Pratical Tips in Applying Machine Learning Algorithms

In this section I'll summarize a few important points when applying machine learning in real coding precedure, such as the importance of standardize features in some situiation, as well as normalize samples in some other situations. These practical experience are from exercises on DataCamp, Coursera and Udacity.

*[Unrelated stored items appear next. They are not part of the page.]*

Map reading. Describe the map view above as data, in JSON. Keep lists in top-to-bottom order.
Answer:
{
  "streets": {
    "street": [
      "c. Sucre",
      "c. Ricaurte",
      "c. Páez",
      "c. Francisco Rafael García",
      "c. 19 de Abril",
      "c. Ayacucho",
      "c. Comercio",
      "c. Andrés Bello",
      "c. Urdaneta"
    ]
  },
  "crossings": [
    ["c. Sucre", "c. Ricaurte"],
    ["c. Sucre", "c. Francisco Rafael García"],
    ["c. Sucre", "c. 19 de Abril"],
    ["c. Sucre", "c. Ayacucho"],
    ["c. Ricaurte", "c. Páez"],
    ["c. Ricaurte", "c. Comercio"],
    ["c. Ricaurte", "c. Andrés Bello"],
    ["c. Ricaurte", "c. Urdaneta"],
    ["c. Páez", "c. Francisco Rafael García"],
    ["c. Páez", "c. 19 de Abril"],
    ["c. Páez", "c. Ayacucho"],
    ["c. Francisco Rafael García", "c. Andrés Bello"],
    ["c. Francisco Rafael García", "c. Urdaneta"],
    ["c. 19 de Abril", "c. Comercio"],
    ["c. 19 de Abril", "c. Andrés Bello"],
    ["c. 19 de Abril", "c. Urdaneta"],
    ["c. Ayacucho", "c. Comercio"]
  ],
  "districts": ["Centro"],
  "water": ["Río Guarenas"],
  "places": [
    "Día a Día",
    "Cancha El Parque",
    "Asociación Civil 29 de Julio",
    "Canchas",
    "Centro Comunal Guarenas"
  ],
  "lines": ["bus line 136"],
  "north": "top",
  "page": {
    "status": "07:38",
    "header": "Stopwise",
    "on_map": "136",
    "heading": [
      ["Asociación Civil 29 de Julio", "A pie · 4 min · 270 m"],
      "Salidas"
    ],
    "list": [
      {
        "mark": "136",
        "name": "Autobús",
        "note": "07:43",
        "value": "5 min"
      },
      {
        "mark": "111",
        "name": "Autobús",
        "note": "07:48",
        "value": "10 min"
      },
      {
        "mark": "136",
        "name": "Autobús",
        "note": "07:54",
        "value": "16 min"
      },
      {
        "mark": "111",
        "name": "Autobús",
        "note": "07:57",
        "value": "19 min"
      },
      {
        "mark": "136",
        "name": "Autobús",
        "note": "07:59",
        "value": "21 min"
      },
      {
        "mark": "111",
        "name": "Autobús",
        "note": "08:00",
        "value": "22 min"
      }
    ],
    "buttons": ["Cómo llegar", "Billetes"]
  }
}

More summaries will be added as the learning goes.

Exploratory Data Analysis (EDA)

EDA helps to get comfortable with data and get intuitive of it.

Preliminary steps of EDA

Get domain knowledge: helps to deeper understand of the problem
Check if the data is intuitive: check if agrees with domain knowledge
Understand how the data is generated: crucial to set up a proper validation

Visualization tools

Explore individual features
- Histogram
- Plot (index vs value)
- Statistics
Explore feature relations
- Pairs
  - Scatter plot, scatter matrix
  - Corrplot
- Groups
  - Corrplot + clustering (rearrange cols and rows in corr-matrix to find feature groups)
  - plot(index vs feature statistics)

Feature cleaning

Check duplicated cols / rows in both training and test set
Check meaningless cols in both training and test set
Check uncovered cols in test set by training set

Check for data leaks (coverd by later section)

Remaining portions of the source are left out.